NCAA Bylaw 11.1.1.1 makes a head coach responsible for the actions of all assistant coaches and administrators who report, directly or indirectly, to the head coach. That would clearly include academic counselors in ASPSA department. So while Coach Williams is responsible for the actions of his subordinates, he gets a pass? "C'mon man." According to the Wainstein Report , investigators were unable to interview legendary Dean Smith and Bill Guthridge because of health issues even though Williams' immediate predecessor, Matt Doherty, told them that he was instructed by Dean Smith and Guthridge, who both had a continued presence on campus, that he should not change the academic "support system." "C'mon man."

The Wainstein Report also found "no evidence that the higher levels of the University tried in any way to obscure the facts or the magnitude of this situation.
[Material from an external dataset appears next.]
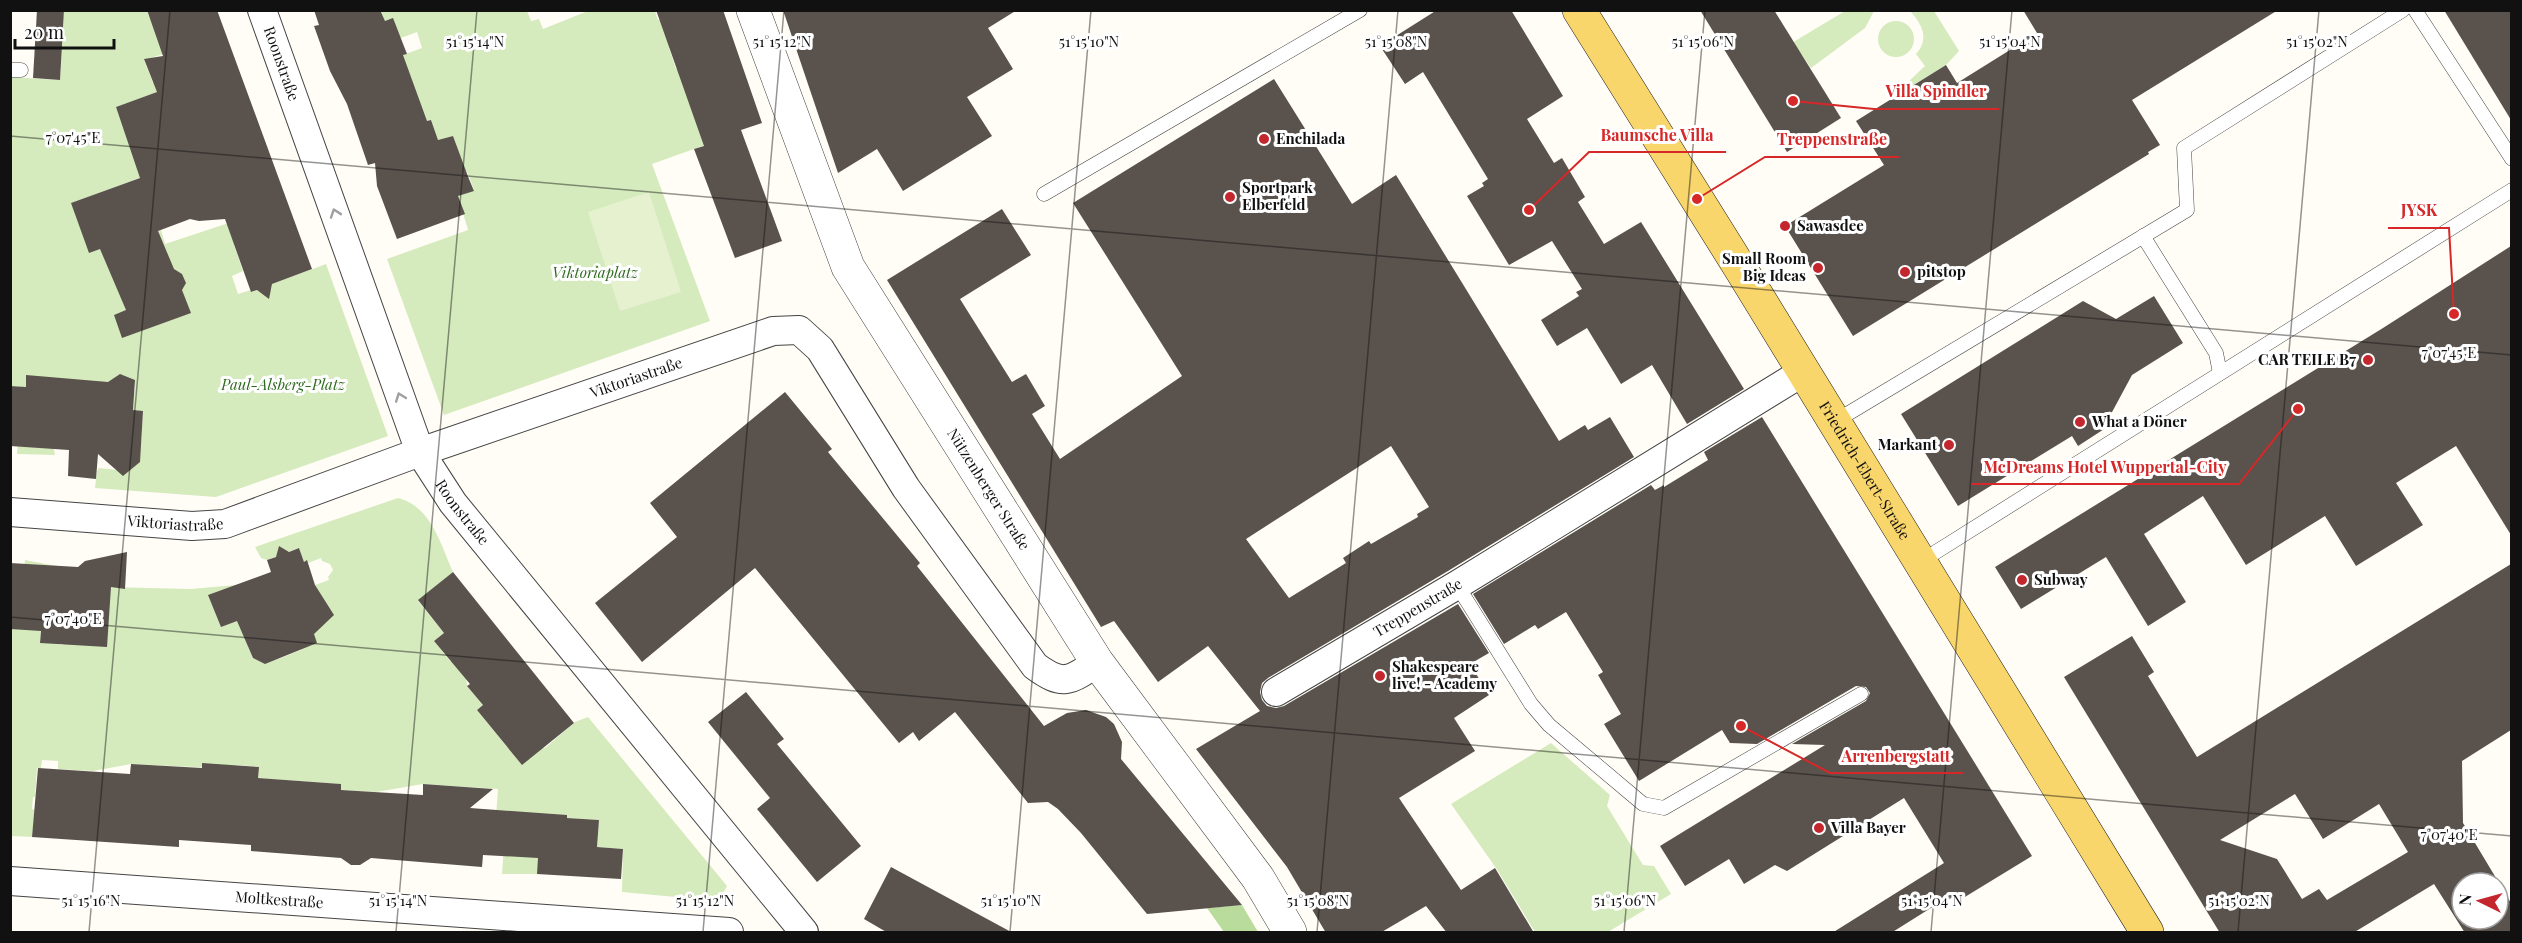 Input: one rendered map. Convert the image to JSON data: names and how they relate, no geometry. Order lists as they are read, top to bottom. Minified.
{"streets":{"main road":["Friedrich-Ebert-Straße"],"street":["Roonstraße","Viktoriastraße","Nützenberger Straße","Treppenstraße","Moltkestraße"]},"crossings":[["Roonstraße","Viktoriastraße"],["Viktoriastraße","Nützenberger Straße"],["Friedrich-Ebert-Straße","Treppenstraße"]],"one_way":["Roonstraße"],"parks":["Viktoriaplatz","Paul-Alsberg-Platz"],"places":["Villa Spindler","Enchilada","Sportpark Elberfeld","Treppenstraße","Baumsche Villa","Sawasdee","Small Room Big Ideas","pitstop","JYSK","CAR TEILE B7","McDreams Hotel Wuppertal-City","What a Döner","Markant","Subway","Shakespeare live! - Academy","Arrenbergstatt","Villa Bayer"],"scale_bar":"20 m","north":"left","coordinates":["51°15'14\"N","51°15'12\"N","51°15'10\"N","51°15'08\"N","51°15'06\"N","51°15'04\"N","51°15'02\"N","7°07'45\"E","7°07'40\"E","51°15'16\"N"]}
To the extent there were times of delay or equivocation in their response to this controversy, we largely attribute that to insufficient appreciation of the scale of the problem, an understandable lack of experience with this sort of institutional crisis and some lingering disbelief that such misconduct could have occurred at Chapel Hill."
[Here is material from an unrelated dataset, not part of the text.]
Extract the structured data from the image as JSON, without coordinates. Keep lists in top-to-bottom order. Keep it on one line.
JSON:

We are left to believe that a scheme involving thousands of students and coordination among numerous university employees was designed, implemented and maintained over the course of nearly 20 years by two staff members without any knowledge on the part of athletics department or university leadership? "C'mon Man."

At the crux of the scandal are classes in the AFAM Department, and the Wainstein Report puts the entire blame for the massive academic scandal on Crowder and AFAM chairperson Julius N'yangoro, who both cooperated in exchange for charges being dropped. In other words, UNC used the examination of black history as a way to exploit black athletes. Looks to me like a head on crash at the Intersection of Race, Sports & Money. "C'mon man."
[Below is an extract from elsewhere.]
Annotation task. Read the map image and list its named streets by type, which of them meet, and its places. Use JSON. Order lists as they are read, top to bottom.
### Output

In my experience, most student-athletes are under-read, underexposed, undereducated, and frequently misinformed, coming from some of America's most impoverished neighborhoods. While high-paid coaches can deny knowledge of improprieties, student-athletes must know NCAA rules, the number and complexity of which, including the possible consequences, have led most Division I institutions to employ at least one full-time professional staff member devoted to assuring up-to-date knowledge and compliance with NCAA rules as early as the 9th grade.

"C'mon Man."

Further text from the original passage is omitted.